### [Exercise goal]
Only lines holding the word "function" are wanted from the records; copy all of them.

Saved entries
******

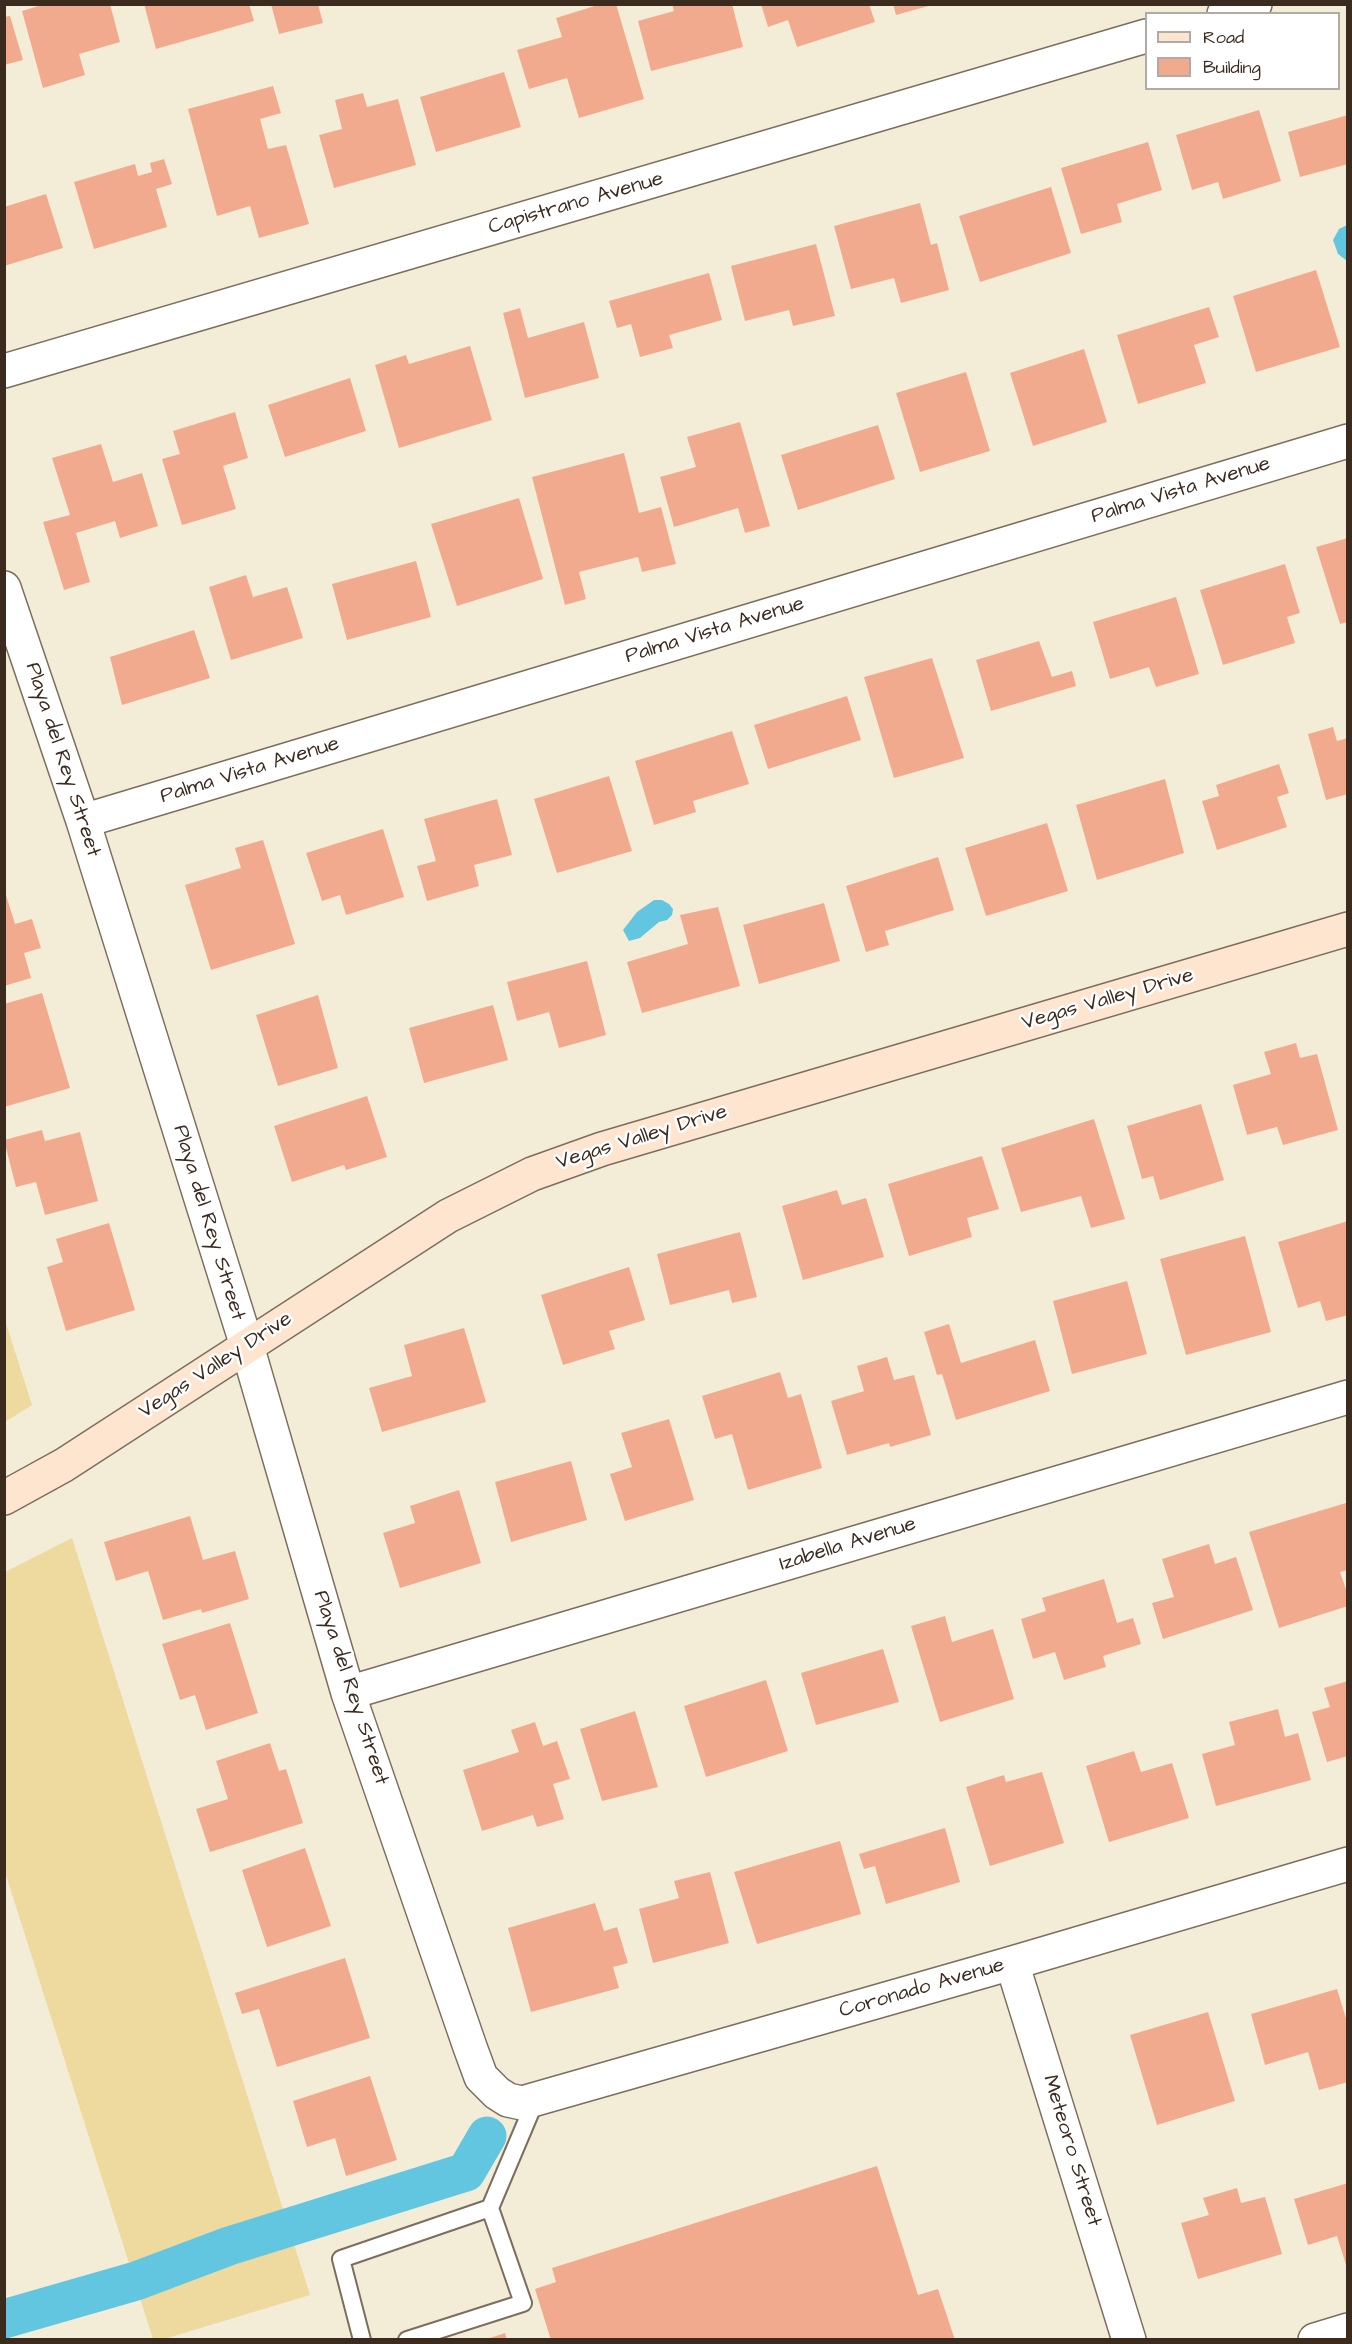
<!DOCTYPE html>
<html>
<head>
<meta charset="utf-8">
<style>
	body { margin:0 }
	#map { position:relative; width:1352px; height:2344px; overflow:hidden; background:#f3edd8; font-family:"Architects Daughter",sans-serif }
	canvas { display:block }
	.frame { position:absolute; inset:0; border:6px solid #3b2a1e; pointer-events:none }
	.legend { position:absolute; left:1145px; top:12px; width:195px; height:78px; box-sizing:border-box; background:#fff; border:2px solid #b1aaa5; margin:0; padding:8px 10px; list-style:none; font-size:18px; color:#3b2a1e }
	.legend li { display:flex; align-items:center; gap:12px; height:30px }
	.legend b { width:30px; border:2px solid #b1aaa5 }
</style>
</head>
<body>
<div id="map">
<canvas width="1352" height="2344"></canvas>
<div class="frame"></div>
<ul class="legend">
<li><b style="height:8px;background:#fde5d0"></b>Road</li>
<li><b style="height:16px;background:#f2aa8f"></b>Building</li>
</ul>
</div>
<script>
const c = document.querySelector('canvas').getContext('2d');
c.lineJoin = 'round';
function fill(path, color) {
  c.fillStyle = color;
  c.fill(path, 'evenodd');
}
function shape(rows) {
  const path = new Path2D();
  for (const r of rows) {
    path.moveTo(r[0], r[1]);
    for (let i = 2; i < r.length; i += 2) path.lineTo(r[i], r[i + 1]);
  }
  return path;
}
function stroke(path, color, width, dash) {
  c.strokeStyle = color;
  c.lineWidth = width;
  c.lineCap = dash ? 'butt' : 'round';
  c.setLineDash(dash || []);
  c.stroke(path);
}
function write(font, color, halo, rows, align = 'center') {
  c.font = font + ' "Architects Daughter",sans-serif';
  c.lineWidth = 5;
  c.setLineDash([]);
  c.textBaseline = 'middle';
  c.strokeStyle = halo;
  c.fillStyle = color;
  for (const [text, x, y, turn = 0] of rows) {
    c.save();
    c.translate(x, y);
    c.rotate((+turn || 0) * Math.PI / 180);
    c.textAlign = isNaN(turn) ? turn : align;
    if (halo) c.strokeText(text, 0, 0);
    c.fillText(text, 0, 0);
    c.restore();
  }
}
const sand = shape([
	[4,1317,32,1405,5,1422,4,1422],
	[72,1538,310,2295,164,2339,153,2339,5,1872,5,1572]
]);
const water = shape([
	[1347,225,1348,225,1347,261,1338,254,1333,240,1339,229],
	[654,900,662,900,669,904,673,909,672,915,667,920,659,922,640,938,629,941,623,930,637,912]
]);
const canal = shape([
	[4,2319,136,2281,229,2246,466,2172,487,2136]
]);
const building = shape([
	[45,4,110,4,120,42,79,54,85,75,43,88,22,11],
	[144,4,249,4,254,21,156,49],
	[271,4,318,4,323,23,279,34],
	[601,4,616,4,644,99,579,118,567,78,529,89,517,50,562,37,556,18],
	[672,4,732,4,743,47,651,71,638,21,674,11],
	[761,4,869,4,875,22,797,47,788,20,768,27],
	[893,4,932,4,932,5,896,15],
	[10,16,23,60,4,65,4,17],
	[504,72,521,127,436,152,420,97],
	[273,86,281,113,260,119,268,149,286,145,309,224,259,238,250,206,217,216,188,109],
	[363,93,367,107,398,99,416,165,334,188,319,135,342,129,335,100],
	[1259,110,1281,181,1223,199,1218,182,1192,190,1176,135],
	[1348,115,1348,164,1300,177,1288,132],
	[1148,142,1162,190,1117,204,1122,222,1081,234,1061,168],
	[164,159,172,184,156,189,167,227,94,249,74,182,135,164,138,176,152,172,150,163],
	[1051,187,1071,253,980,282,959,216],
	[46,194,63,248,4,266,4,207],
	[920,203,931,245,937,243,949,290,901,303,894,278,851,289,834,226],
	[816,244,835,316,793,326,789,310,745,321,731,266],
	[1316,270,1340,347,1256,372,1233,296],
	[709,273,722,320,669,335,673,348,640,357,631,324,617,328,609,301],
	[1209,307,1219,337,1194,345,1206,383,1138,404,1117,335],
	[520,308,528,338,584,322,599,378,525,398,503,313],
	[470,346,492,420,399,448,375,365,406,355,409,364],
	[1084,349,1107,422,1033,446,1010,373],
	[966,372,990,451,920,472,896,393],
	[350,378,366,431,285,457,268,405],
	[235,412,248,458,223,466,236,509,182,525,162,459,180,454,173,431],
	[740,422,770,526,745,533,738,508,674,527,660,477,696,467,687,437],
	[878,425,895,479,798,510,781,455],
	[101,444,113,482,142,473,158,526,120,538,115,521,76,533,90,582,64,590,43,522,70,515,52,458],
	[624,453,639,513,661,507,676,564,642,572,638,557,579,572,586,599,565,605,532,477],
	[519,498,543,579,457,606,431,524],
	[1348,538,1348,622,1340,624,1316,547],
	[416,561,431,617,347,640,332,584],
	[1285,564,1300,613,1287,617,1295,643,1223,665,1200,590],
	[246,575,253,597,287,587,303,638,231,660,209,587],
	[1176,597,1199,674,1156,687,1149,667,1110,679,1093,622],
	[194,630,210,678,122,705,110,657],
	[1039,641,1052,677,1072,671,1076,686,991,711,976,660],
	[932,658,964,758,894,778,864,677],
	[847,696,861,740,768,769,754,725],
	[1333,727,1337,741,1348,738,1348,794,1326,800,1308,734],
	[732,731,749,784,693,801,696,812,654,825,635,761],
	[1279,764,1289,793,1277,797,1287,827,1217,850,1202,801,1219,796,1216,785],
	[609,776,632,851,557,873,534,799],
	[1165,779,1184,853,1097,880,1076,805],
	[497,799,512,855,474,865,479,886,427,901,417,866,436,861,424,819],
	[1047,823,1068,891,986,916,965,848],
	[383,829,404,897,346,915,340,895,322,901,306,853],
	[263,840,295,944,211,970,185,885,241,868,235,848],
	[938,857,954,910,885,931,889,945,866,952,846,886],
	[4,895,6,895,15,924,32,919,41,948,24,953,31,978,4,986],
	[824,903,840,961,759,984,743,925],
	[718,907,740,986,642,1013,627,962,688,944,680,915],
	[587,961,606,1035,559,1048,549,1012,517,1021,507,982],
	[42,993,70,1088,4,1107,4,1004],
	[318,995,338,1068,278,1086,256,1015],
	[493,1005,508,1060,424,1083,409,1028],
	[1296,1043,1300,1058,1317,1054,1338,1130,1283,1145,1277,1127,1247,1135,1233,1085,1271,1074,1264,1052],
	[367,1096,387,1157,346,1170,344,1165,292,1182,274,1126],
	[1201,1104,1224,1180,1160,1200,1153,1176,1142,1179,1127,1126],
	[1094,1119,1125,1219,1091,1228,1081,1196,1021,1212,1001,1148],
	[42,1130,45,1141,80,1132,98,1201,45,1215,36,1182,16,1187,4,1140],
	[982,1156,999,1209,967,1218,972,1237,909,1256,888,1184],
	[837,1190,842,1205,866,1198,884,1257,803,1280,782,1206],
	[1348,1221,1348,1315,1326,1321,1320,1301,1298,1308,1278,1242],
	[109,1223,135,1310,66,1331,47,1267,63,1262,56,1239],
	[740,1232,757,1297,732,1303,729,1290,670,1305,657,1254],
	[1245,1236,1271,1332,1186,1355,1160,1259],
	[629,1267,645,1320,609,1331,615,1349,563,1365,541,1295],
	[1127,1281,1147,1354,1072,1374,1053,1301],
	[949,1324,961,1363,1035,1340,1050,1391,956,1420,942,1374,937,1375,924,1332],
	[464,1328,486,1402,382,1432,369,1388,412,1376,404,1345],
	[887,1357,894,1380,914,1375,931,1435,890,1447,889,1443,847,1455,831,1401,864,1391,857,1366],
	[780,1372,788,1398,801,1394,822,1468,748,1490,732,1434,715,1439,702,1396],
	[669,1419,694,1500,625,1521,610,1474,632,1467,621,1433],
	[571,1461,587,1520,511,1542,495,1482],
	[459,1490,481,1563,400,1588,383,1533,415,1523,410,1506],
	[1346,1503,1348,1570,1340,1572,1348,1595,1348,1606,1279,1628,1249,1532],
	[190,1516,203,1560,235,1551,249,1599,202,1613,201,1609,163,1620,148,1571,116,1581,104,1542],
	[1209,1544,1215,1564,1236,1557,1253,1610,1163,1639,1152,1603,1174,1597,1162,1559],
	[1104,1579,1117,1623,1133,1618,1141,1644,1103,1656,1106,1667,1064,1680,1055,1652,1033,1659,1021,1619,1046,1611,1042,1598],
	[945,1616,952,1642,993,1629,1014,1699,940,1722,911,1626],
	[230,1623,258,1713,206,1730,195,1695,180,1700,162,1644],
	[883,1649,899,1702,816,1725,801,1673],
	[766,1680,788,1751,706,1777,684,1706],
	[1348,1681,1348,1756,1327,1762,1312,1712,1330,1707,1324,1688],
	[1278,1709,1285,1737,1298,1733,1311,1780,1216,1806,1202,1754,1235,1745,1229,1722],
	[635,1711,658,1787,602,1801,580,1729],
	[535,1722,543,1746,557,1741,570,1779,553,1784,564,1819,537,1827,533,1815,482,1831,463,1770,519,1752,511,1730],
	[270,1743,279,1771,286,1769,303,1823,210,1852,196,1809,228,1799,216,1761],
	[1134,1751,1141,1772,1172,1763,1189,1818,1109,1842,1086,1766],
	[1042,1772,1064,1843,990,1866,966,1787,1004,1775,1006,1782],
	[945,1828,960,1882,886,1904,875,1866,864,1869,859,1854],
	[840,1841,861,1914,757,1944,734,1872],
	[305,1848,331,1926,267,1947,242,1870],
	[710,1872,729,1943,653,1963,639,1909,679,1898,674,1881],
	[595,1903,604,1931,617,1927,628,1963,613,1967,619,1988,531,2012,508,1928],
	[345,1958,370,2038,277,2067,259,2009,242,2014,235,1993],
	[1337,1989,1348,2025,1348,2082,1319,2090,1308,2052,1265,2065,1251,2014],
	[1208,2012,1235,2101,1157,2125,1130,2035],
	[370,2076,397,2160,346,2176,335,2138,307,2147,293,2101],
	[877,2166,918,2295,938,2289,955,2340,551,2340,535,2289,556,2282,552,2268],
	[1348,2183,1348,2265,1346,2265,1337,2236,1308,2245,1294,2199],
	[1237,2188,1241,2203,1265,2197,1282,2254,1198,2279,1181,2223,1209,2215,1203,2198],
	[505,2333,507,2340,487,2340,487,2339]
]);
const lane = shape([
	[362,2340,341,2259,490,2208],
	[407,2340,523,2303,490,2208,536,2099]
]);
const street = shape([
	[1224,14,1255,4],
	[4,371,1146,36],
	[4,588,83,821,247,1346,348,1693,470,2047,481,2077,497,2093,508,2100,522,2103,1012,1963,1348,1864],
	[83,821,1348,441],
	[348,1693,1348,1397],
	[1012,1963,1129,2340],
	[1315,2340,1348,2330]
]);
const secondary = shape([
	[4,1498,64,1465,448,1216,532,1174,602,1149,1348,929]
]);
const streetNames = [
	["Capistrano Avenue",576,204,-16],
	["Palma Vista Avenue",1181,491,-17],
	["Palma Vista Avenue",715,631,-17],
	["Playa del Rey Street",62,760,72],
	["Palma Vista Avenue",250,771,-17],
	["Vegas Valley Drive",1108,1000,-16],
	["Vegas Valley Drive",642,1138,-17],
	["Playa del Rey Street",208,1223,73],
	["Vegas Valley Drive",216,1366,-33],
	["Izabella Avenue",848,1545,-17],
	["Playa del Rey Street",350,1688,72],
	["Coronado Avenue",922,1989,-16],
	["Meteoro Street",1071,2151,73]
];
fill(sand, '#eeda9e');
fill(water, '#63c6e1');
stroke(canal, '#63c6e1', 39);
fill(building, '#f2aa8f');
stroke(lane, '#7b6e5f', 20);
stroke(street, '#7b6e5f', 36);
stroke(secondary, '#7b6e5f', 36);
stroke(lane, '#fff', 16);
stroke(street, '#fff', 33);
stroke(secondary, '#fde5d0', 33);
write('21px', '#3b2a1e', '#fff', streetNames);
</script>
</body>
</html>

******

### [Result]
function fill(path, color) {
function shape(rows) {
function stroke(path, color, width, dash) {
function write(font, color, halo, rows, align = 'center') {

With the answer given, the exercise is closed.